▶ [Task instructions]:
When transcribing the entries, keep each one exactly as it is.

[Stored data]
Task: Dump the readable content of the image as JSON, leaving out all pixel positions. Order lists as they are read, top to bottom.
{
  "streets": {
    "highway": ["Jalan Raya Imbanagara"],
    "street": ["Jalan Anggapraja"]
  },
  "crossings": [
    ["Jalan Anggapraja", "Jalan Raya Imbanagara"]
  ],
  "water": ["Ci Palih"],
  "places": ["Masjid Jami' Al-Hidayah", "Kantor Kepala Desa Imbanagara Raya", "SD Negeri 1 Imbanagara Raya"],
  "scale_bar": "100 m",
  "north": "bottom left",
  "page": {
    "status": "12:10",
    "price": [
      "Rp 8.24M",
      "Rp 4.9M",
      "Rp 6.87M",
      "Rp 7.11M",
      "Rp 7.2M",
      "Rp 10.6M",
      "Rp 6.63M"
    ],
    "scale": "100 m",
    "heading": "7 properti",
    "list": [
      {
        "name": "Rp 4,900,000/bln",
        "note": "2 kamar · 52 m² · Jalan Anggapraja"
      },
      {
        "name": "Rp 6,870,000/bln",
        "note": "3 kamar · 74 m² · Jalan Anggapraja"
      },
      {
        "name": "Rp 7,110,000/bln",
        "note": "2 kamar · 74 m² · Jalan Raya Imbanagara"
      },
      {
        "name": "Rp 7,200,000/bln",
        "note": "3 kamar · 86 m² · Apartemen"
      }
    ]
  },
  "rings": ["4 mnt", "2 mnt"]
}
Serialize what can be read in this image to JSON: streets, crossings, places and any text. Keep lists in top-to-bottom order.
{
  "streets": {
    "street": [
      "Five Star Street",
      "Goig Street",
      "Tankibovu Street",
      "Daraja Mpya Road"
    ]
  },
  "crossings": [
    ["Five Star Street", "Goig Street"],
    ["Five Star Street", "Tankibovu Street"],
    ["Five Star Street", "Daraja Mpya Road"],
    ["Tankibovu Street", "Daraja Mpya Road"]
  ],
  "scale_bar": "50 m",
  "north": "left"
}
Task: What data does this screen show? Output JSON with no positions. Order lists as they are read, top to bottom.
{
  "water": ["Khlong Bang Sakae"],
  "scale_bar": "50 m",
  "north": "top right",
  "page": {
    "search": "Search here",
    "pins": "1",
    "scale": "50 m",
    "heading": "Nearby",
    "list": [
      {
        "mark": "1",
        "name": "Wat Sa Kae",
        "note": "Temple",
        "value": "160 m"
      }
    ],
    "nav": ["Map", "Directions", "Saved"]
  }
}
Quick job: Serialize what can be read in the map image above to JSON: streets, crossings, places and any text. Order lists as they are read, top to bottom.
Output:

▶ [Worked solution]:
Task: Dump the readable content of the image as JSON, leaving out all pixel positions. Order lists as they are read, top to bottom.
{
  "streets": {
    "highway": ["Jalan Raya Imbanagara"],
    "street": ["Jalan Anggapraja"]
  },
  "crossings": [
    ["Jalan Anggapraja", "Jalan Raya Imbanagara"]
  ],
  "water": ["Ci Palih"],
  "places": ["Masjid Jami' Al-Hidayah", "Kantor Kepala Desa Imbanagara Raya", "SD Negeri 1 Imbanagara Raya"],
  "scale_bar": "100 m",
  "north": "bottom left",
  "page": {
    "status": "12:10",
    "price": [
      "Rp 8.24M",
      "Rp 4.9M",
      "Rp 6.87M",
      "Rp 7.11M",
      "Rp 7.2M",
      "Rp 10.6M",
      "Rp 6.63M"
    ],
    "scale": "100 m",
    "heading": "7 properti",
    "list": [
      {
        "name": "Rp 4,900,000/bln",
        "note": "2 kamar · 52 m² · Jalan Anggapraja"
      },
      {
        "name": "Rp 6,870,000/bln",
        "note": "3 kamar · 74 m² · Jalan Anggapraja"
      },
      {
        "name": "Rp 7,110,000/bln",
        "note": "2 kamar · 74 m² · Jalan Raya Imbanagara"
      },
      {
        "name": "Rp 7,200,000/bln",
        "note": "3 kamar · 86 m² · Apartemen"
      }
    ]
  },
  "rings": ["4 mnt", "2 mnt"]
}
Serialize what can be read in this image to JSON: streets, crossings, places and any text. Keep lists in top-to-bottom order.
{
  "streets": {
    "street": [
      "Five Star Street",
      "Goig Street",
      "Tankibovu Street",
      "Daraja Mpya Road"
    ]
  },
  "crossings": [
    ["Five Star Street", "Goig Street"],
    ["Five Star Street", "Tankibovu Street"],
    ["Five Star Street", "Daraja Mpya Road"],
    ["Tankibovu Street", "Daraja Mpya Road"]
  ],
  "scale_bar": "50 m",
  "north": "left"
}
Task: What data does this screen show? Output JSON with no positions. Order lists as they are read, top to bottom.
{
  "water": ["Khlong Bang Sakae"],
  "scale_bar": "50 m",
  "north": "top right",
  "page": {
    "search": "Search here",
    "pins": "1",
    "scale": "50 m",
    "heading": "Nearby",
    "list": [
      {
        "mark": "1",
        "name": "Wat Sa Kae",
        "note": "Temple",
        "value": "160 m"
      }
    ],
    "nav": ["Map", "Directions", "Saved"]
  }
}
Quick job: Serialize what can be read in the map image above to JSON: streets, crossings, places and any text. Order lists as they are read, top to bottom.
Output:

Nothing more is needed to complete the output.